START Task data

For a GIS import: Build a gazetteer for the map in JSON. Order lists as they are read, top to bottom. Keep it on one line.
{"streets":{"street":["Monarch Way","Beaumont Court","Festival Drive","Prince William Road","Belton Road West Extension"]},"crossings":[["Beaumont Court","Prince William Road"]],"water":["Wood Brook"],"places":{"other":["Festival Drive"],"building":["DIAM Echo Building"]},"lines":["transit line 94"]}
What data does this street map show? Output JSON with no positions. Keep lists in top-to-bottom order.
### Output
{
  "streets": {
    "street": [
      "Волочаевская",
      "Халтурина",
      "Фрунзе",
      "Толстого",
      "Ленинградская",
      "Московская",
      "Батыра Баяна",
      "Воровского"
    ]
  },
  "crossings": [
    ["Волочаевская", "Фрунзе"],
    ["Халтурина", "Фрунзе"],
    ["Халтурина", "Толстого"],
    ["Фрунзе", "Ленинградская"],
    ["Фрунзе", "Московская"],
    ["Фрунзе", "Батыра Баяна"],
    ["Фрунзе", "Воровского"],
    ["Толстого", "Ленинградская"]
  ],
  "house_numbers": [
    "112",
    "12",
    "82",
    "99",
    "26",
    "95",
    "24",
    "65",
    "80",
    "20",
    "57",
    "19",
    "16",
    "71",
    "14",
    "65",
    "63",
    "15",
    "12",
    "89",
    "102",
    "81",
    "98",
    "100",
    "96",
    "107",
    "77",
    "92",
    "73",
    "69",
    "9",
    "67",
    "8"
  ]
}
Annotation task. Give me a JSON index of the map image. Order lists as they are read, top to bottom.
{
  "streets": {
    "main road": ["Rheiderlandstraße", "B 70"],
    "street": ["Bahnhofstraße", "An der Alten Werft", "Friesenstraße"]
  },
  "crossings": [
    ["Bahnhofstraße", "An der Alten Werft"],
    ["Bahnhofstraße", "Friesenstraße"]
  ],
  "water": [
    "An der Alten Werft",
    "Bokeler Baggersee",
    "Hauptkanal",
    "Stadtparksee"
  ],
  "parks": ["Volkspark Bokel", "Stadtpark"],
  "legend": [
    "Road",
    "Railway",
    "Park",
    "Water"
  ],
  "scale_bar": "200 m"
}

END Task data

* _Task objective_: The required answer is the complete data, repeated exactly.

* _Result of this task_:
For a GIS import: Build a gazetteer for the map in JSON. Order lists as they are read, top to bottom. Keep it on one line.
{"streets":{"street":["Monarch Way","Beaumont Court","Festival Drive","Prince William Road","Belton Road West Extension"]},"crossings":[["Beaumont Court","Prince William Road"]],"water":["Wood Brook"],"places":{"other":["Festival Drive"],"building":["DIAM Echo Building"]},"lines":["transit line 94"]}
What data does this street map show? Output JSON with no positions. Keep lists in top-to-bottom order.
### Output
{
  "streets": {
    "street": [
      "Волочаевская",
      "Халтурина",
      "Фрунзе",
      "Толстого",
      "Ленинградская",
      "Московская",
      "Батыра Баяна",
      "Воровского"
    ]
  },
  "crossings": [
    ["Волочаевская", "Фрунзе"],
    ["Халтурина", "Фрунзе"],
    ["Халтурина", "Толстого"],
    ["Фрунзе", "Ленинградская"],
    ["Фрунзе", "Московская"],
    ["Фрунзе", "Батыра Баяна"],
    ["Фрунзе", "Воровского"],
    ["Толстого", "Ленинградская"]
  ],
  "house_numbers": [
    "112",
    "12",
    "82",
    "99",
    "26",
    "95",
    "24",
    "65",
    "80",
    "20",
    "57",
    "19",
    "16",
    "71",
    "14",
    "65",
    "63",
    "15",
    "12",
    "89",
    "102",
    "81",
    "98",
    "100",
    "96",
    "107",
    "77",
    "92",
    "73",
    "69",
    "9",
    "67",
    "8"
  ]
}
Annotation task. Give me a JSON index of the map image. Order lists as they are read, top to bottom.
{
  "streets": {
    "main road": ["Rheiderlandstraße", "B 70"],
    "street": ["Bahnhofstraße", "An der Alten Werft", "Friesenstraße"]
  },
  "crossings": [
    ["Bahnhofstraße", "An der Alten Werft"],
    ["Bahnhofstraße", "Friesenstraße"]
  ],
  "water": [
    "An der Alten Werft",
    "Bokeler Baggersee",
    "Hauptkanal",
    "Stadtparksee"
  ],
  "parks": ["Volkspark Bokel", "Stadtpark"],
  "legend": [
    "Road",
    "Railway",
    "Park",
    "Water"
  ],
  "scale_bar": "200 m"
}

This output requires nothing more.